Given records »
________________
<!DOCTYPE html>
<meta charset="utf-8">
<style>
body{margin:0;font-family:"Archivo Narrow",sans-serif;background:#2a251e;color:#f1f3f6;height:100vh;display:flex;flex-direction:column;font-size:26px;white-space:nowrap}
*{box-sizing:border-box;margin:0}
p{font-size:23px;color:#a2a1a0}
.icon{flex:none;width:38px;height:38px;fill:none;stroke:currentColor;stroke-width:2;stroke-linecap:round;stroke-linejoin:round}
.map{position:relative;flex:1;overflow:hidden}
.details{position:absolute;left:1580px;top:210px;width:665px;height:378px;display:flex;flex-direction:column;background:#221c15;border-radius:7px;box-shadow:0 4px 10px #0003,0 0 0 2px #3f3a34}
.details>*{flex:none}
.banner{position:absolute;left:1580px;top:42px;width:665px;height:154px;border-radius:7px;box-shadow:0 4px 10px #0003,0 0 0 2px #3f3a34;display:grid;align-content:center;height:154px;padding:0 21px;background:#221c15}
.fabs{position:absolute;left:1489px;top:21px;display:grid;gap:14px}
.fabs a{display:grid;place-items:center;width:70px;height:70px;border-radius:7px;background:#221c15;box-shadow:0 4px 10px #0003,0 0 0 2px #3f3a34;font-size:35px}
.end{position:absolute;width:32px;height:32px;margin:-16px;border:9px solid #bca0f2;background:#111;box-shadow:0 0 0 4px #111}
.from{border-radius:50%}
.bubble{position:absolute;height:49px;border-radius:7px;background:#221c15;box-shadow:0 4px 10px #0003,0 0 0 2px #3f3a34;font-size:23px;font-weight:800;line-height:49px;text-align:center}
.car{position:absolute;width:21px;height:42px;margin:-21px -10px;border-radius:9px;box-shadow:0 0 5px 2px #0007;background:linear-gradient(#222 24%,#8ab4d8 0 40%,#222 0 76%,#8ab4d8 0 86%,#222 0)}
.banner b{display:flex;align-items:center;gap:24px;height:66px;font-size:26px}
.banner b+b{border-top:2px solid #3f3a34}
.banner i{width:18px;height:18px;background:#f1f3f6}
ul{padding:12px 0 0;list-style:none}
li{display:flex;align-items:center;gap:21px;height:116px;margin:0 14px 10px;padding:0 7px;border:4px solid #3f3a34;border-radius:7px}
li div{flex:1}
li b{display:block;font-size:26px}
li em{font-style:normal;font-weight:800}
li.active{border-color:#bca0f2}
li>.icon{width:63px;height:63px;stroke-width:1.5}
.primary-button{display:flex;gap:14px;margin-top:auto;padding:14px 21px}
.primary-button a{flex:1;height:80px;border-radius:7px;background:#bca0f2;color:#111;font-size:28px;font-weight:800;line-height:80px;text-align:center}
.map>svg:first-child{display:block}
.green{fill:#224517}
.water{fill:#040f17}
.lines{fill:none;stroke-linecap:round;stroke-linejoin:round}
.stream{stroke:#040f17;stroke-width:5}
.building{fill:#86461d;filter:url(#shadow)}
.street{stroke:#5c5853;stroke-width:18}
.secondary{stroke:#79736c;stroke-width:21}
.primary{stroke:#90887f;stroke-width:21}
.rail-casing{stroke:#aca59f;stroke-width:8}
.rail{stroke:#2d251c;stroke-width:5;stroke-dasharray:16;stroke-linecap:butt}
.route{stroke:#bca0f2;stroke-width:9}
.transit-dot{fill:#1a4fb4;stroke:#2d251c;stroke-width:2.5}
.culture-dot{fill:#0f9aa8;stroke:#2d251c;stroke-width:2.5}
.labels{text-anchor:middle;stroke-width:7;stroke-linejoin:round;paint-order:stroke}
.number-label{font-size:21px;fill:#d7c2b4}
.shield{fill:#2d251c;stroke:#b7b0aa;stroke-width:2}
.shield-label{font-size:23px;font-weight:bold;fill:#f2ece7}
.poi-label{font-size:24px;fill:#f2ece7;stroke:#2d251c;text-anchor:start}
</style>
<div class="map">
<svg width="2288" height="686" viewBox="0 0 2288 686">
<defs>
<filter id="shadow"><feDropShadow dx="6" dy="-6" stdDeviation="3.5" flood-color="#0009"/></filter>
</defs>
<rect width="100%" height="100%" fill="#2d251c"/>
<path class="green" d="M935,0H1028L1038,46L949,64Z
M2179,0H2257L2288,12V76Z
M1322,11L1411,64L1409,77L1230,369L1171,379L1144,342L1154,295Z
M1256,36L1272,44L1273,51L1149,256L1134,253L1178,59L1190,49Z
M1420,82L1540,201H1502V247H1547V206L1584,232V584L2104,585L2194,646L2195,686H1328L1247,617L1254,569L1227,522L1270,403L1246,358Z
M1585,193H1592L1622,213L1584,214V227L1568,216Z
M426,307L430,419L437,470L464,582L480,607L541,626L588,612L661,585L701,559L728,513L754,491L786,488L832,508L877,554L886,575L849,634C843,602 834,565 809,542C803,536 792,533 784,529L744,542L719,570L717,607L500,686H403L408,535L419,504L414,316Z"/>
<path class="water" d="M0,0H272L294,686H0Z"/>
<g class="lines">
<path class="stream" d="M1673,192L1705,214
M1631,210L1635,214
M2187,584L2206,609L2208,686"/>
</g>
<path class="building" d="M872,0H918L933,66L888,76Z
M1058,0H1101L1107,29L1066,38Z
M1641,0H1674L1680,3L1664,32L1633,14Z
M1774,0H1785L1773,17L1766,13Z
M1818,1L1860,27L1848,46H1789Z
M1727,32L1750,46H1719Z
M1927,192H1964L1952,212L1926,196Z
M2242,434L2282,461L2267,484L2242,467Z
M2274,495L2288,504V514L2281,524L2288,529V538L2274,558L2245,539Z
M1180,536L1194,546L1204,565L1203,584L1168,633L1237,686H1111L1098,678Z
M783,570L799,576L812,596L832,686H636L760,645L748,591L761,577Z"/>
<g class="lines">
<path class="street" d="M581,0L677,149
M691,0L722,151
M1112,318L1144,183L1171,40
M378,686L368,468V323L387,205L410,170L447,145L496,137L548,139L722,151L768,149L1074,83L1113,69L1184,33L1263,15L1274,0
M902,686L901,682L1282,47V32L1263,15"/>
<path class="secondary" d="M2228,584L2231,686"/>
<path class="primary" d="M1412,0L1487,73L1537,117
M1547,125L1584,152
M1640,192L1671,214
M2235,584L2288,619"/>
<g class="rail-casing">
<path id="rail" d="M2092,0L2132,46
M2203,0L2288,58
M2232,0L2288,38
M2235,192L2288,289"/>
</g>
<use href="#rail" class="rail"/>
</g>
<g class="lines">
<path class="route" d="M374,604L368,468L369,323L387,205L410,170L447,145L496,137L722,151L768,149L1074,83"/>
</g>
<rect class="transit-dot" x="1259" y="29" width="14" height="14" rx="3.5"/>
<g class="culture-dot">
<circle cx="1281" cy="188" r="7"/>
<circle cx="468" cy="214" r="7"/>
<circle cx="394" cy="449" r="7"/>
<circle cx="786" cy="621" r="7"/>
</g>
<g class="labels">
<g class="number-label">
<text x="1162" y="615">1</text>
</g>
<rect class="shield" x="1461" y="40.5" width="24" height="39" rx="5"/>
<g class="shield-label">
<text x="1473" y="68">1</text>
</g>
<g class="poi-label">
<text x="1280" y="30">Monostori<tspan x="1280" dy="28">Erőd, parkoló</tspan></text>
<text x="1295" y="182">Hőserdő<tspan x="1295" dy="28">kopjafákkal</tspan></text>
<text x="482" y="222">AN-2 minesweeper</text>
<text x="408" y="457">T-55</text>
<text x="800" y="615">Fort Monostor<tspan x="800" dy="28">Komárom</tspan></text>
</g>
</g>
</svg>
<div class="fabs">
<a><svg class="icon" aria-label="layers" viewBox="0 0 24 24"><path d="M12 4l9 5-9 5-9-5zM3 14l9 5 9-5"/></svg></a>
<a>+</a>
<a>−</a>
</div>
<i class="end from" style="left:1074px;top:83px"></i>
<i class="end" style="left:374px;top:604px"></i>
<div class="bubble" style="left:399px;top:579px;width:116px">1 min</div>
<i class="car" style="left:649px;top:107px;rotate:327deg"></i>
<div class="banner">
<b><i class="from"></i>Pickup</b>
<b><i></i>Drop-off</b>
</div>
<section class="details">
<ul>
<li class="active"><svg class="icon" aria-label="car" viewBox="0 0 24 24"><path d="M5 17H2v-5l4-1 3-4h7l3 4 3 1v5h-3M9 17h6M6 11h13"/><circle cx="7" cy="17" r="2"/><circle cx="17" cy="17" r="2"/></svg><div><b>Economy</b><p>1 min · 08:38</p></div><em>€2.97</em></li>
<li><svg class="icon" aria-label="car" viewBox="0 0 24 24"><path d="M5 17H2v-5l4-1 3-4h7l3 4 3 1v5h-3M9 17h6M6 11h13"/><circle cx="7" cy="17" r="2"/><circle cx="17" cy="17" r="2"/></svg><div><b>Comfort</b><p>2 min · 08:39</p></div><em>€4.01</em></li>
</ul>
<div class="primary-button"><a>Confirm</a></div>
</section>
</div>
________________
What you should do »
Return each line from the entries above that includes "bubble".

Written answer »
.bubble{position:absolute;height:49px;border-radius:7px;background:#221c15;box-shadow:0 4px 10px #0003,0 0 0 2px #3f3a34;font-size:23px;font-weight:800;line-height:49px;text-align:center}
<div class="bubble" style="left:399px;top:579px;width:116px">1 min</div>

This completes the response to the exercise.